Category Archives: Technical

A Short Side-by-side Comparison of the R and NumPy Array Types

Feature NumPy R
contiguous (virtual) memory
'view' memory model
subset-assignment
vectorized operations
memory-mapping ✘*
broadcasting rules
index arrays

This comparison is current as of R 2.13.0, NumPy version 1.4.1, and other web resources to date. Because this post was motivated by a recent article (cited below) promoting the NumPy array, the comparison above may seem one-sided. To be fair, I welcome corrections and additions to the above feature table.

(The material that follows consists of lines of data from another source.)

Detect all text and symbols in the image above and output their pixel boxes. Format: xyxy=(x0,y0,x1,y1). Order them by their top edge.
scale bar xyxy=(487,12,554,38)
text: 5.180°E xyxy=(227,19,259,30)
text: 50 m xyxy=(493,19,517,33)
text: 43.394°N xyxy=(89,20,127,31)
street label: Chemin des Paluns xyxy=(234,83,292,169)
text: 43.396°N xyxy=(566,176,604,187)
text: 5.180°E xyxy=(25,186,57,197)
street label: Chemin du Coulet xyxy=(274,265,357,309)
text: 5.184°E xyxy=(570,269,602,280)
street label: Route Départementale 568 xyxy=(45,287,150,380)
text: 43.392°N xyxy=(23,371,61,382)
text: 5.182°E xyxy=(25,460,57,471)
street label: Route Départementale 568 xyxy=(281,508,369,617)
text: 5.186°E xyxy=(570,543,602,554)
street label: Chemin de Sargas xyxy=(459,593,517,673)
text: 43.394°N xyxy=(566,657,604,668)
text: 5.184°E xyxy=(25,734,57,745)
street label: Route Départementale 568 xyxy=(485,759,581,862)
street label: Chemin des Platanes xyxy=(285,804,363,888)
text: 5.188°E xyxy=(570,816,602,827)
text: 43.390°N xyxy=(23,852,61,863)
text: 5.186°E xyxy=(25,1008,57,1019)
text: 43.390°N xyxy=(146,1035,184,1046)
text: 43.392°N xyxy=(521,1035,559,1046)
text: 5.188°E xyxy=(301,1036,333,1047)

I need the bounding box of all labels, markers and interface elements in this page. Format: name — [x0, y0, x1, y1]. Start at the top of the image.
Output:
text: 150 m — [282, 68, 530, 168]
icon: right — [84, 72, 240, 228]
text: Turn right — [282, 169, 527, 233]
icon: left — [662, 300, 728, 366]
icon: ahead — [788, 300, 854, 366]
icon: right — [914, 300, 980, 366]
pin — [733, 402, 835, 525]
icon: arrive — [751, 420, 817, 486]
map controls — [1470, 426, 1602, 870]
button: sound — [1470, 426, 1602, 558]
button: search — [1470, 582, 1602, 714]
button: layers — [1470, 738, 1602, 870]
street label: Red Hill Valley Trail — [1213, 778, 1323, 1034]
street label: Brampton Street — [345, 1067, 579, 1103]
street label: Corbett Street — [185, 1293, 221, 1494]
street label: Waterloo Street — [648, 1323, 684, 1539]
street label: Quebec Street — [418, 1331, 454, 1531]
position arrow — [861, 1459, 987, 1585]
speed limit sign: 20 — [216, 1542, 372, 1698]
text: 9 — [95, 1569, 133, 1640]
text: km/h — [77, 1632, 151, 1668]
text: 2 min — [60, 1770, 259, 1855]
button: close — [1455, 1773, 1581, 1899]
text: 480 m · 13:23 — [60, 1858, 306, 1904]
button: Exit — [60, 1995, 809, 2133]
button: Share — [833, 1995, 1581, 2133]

The NumPy Array: A Structure for Efficient Numerical Computation
Comput. Sci. Eng. 13, 22 (2011)
http://link.aip.org/link/?CSENFA/13/22/1

contiguous (virtual) memory

Contiguous (virtual) memory means that memory used by an array is allocated as a single block, and that the elements of an array are stored adjacently. This type of storage enables efficient operations on the array. The 'virtual' qualification signifies that memory may only appear contiguous to the executing process, but be noncontiguous in physical memory.

'view' memory model

A 'view' memory model allows an array to be 'viewed' differently under certain operations (matrix transpose, many types of subsetting, reshaping) without copying the memory where the array's data is stored. The NumPy array has a 'view' memory model, but the R array generally does not. However, the 'view' memory model may be viable for R arrays, since the memory model is mostly invisible to the user.

subset-assignment

Subset assignment refers to assignments that modify one or more elements of an array. For example:

> x <- c(1,2,3,4)
> x[1] <- 100
> x
[1] 100   2   3   4

vectorized operations

Vectorized operations refer to expressions where an element-wise operation is implicit. Consider this R code:

> x <- c(1,2,3,4)
> x * 3
[1]  3  6  9 12

where x * 3 implicitly specifies that each element of x should be multiplied by 3. Vectorized operations avoid the need for looping in many cases.

memory-mapping

Memory mapping refers to an ability to map a program's memory onto a file. Hence, a large array stored on disk may be manipulated without loading the entire array into memory. *R doesn't offer a memory mapping facility for arrays. However, some memory-mapping functionality is provided by the bigmemory and mmap extension packages. R also provides a well-developed interface to DBMSs (see the R Data Import/Export manual), enabling random access to data stored on disk. Also, see the 'Large memory and out-of-memory data' section in the High Performance Computing Task View (including the 'ff' package; thanks to Steve Lianoglou for pointing this out).

broadcasting rules

Broadcasting rules affect the behavior of binary operations ('+', '*', etc.) on arrays of different dimensions. Without broadcasting rules, the behavior of such operations may not be defined. Both R and NumPy arrays have broadcasting rules, but they are not the same rules.

index arrays

Index arrays may be used to index another array. For example:

> x <- array(rnorm(9), c(3, 3))
> y <- array(c(1, 1, 1, 2), c(2, 2))
> x[y]
[1] -0.9345381  0.5509239

However, the rules for index arrays are different for R and NumPy arrays.